Longstreet Highroad Guide to the Chesapeake Bay
By Deane Winegar
[Fig. 23] Visitors to Chincoteague National Wildlife Refuge must pass through the colorful village of Chincoteague on Chincoteague Island. The name Chincoteague comes from Gingoteague—a word early white settlers heard local Indians use, which translated to "beautiful land across the water."
Many gift shops and boutiques offer antique wildfowl carvings, art and photography of local artists, and books about the area. It’s easy to find restaurants that serve today’s catch. There are also a wide variety of places to stay, including economically priced motels, private cottages and efficiencies, and bed and breakfast inns. Dancing is available nightly at Chattie’s Lounge in Don’s Seafood Restaurant (757-336-5715) at 4113 Main Street.
Several private campgrounds offer a place to stay for those who relish the idea of dreams punctuated with the sound of wild geese. Toms Cove Campground (757-336-6498) has shaded campsites under pine trees, a boat ramp and marina, piers for fishing and crabbing, and a bait and tackle shop. Maddox Family Campground (757-336-3111) and Inlet View Waterfront Family Campground (757-336-5126) are also located at Chincoteague.

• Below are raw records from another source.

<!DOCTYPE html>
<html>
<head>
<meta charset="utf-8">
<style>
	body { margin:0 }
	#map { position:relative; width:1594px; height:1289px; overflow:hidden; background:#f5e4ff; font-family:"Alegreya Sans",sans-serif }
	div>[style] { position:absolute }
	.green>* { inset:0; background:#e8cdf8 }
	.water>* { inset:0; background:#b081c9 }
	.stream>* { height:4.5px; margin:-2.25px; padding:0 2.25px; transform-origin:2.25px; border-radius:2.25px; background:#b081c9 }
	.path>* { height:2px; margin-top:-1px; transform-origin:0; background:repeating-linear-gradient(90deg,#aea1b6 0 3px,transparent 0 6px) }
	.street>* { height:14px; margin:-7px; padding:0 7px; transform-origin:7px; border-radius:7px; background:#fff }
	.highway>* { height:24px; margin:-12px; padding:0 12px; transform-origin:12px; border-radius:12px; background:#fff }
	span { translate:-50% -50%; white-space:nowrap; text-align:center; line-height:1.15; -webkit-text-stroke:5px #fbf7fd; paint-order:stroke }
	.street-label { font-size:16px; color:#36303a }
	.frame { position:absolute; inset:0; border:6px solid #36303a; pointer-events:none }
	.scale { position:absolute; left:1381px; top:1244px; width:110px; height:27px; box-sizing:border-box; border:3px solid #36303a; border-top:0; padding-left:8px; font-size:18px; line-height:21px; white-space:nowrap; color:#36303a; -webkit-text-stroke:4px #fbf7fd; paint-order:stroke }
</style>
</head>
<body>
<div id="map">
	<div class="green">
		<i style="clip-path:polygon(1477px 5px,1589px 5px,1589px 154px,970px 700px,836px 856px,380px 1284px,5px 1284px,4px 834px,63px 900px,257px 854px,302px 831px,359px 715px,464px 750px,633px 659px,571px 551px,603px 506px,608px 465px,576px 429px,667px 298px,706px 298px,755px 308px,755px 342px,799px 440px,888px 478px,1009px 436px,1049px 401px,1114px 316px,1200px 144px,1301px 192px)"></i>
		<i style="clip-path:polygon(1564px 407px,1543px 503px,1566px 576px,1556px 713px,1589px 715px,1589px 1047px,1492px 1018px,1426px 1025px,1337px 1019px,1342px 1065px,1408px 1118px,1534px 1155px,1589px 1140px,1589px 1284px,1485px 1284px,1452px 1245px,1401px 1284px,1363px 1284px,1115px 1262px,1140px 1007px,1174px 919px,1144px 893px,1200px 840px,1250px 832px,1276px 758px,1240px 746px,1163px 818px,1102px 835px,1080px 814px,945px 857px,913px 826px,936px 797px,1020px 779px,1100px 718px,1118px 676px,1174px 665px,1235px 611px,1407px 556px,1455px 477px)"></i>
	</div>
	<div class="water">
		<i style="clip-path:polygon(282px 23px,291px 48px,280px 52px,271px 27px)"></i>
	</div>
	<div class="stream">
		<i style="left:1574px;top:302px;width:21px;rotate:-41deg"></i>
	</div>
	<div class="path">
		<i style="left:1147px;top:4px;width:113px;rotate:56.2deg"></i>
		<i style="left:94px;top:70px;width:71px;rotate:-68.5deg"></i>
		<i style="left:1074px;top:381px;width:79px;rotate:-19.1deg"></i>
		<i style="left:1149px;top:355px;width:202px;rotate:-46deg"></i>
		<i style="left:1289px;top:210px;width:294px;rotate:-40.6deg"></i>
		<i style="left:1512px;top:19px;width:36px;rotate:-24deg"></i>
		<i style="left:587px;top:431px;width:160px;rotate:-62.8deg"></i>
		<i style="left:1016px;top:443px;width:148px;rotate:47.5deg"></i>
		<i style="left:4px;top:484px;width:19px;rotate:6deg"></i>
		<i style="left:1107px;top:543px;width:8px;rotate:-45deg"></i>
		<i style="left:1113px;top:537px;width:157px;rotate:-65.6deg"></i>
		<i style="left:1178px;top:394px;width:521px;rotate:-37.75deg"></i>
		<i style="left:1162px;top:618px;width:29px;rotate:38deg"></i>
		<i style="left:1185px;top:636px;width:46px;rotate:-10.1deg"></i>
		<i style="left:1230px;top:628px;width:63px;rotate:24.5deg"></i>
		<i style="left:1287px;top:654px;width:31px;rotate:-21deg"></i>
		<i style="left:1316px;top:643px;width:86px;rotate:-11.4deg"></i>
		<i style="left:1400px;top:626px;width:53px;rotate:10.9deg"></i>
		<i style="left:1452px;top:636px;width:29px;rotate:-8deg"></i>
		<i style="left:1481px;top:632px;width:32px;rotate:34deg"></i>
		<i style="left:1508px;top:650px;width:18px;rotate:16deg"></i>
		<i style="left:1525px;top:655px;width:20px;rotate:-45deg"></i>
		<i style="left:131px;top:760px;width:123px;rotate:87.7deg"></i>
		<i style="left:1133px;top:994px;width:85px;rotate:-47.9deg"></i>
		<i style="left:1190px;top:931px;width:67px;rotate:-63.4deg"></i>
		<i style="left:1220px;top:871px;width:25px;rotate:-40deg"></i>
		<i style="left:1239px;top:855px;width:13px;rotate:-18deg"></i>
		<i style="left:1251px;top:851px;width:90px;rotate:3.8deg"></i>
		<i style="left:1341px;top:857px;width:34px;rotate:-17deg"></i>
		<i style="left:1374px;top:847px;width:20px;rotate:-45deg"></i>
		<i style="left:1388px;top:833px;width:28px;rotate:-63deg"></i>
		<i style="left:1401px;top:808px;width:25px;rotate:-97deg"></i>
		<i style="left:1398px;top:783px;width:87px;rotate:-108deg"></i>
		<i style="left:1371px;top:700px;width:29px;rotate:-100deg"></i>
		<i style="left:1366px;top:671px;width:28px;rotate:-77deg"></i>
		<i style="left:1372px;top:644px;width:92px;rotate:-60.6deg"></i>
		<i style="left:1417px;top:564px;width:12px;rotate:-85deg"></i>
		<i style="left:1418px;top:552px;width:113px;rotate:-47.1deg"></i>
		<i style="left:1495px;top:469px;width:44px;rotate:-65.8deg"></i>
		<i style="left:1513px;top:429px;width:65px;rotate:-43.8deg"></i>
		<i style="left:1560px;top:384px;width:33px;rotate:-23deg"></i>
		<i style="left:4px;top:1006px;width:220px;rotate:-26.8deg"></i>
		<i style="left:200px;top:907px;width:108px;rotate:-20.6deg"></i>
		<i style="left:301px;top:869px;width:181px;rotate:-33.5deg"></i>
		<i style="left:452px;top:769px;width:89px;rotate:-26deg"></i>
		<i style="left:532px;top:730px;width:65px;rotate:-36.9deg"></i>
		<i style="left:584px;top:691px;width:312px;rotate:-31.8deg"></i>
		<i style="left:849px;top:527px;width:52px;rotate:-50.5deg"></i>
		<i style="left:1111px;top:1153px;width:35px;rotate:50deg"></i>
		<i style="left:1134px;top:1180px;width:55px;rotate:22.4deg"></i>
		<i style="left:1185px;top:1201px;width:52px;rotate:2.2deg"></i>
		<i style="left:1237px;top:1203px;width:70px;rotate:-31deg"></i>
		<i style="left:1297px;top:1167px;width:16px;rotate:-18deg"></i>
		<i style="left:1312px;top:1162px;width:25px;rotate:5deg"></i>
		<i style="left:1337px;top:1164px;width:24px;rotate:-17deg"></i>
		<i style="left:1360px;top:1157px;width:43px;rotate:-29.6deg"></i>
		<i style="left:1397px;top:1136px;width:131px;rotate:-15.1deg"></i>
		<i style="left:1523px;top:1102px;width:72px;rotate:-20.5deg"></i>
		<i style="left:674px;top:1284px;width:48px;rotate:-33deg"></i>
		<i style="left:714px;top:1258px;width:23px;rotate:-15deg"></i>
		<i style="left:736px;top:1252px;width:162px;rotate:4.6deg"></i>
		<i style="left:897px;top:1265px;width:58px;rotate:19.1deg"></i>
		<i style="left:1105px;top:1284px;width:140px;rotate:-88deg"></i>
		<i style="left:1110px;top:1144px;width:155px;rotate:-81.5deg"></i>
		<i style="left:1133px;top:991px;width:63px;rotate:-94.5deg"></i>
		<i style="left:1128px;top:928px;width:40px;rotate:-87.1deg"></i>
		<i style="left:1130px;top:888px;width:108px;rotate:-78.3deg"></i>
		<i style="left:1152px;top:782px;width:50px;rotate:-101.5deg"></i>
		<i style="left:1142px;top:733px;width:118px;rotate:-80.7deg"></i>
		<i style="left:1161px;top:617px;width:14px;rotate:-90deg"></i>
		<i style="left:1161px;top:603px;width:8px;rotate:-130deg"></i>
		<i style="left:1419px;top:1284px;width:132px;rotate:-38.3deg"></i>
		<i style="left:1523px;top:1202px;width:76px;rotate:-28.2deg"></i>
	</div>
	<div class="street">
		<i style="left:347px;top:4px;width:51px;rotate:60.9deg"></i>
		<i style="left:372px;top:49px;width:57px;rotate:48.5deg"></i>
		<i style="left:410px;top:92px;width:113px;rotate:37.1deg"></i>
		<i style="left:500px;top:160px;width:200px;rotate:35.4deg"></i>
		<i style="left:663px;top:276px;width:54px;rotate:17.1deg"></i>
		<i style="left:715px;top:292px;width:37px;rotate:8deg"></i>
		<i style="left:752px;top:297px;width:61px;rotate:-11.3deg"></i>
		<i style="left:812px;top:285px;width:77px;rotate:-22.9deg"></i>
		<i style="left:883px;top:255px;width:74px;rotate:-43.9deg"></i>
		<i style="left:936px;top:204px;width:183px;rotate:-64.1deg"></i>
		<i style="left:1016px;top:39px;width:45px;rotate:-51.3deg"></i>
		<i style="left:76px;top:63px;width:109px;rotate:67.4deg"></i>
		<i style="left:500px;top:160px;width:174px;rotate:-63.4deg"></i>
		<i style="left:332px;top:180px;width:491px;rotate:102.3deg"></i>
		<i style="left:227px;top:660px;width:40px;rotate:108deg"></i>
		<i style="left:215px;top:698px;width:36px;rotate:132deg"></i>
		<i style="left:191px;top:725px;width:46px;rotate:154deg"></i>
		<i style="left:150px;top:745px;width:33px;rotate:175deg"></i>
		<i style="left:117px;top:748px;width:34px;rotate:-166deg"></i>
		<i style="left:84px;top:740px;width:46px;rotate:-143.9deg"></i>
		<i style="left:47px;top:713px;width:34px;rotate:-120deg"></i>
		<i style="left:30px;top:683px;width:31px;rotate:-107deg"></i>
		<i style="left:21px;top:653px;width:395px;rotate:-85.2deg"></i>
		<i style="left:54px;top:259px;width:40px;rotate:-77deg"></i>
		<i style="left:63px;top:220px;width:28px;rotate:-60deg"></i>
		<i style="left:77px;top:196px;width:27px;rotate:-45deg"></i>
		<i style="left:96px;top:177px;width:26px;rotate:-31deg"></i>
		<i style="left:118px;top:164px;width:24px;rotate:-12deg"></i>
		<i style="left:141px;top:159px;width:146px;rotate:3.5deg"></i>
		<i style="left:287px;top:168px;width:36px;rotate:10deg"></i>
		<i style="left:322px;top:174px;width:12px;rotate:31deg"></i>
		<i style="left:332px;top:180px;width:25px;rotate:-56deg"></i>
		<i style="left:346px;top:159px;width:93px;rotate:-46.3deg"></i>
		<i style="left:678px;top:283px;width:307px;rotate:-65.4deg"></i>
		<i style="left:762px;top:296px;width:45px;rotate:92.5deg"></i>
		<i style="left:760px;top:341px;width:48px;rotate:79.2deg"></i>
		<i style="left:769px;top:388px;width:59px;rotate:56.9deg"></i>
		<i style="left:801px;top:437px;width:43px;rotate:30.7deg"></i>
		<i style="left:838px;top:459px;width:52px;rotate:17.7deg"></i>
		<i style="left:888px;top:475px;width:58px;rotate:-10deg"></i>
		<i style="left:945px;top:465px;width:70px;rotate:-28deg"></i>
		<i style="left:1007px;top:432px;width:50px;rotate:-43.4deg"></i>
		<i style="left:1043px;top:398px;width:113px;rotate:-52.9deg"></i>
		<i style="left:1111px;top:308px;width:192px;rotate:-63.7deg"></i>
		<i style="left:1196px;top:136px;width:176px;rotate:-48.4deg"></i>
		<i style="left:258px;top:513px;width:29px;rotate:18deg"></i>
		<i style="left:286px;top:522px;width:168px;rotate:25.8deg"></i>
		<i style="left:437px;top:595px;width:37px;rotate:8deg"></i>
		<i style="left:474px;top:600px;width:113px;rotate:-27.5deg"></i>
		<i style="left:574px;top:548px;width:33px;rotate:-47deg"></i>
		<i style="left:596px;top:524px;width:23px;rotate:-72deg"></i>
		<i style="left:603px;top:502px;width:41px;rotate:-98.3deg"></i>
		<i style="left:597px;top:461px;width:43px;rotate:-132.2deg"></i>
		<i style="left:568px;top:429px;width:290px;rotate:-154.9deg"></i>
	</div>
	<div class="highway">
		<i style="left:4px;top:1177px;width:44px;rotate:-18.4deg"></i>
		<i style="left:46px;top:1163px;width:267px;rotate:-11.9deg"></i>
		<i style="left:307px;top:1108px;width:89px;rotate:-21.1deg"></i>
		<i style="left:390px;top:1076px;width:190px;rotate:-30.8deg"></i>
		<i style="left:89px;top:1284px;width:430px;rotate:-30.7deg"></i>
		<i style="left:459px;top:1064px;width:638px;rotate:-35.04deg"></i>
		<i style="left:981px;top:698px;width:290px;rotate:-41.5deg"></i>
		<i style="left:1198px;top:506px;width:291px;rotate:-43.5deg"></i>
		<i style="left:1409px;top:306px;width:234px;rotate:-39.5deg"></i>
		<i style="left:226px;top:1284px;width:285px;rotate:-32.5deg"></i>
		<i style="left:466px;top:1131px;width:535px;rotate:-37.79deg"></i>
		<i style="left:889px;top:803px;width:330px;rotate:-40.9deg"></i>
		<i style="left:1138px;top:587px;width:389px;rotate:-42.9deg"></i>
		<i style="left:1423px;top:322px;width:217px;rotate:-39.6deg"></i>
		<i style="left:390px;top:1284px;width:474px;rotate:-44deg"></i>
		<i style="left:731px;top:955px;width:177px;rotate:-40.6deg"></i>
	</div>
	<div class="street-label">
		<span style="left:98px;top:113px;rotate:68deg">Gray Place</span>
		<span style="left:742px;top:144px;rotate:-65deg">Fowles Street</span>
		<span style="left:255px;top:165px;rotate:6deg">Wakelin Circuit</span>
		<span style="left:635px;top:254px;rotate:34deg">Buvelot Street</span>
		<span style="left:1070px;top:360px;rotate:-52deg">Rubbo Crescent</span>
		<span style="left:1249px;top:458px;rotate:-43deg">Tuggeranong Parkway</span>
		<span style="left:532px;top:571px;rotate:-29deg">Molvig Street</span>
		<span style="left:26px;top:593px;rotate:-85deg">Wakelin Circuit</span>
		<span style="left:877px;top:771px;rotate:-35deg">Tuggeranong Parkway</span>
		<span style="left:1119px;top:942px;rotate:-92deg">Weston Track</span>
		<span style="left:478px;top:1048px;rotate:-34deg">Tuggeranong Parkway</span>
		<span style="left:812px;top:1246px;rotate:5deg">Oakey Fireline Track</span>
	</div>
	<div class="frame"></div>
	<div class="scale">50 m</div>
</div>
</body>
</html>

In addition to the popular Volunteer Firemen’s Carnival with the annual pony round-up and swim each July, there is a popular Easter Decoy Festival in spring, the Oyster Festival in October, and a Waterfowl Open House during the week of Thanksgiving, corresponding with Waterfowl Week in the wildlife refuge. The Oyster and Maritime Museum (757-336-6117) at the refuge entrance tells the island history and the importance of oystering and the seafood business to the local economy in the early days.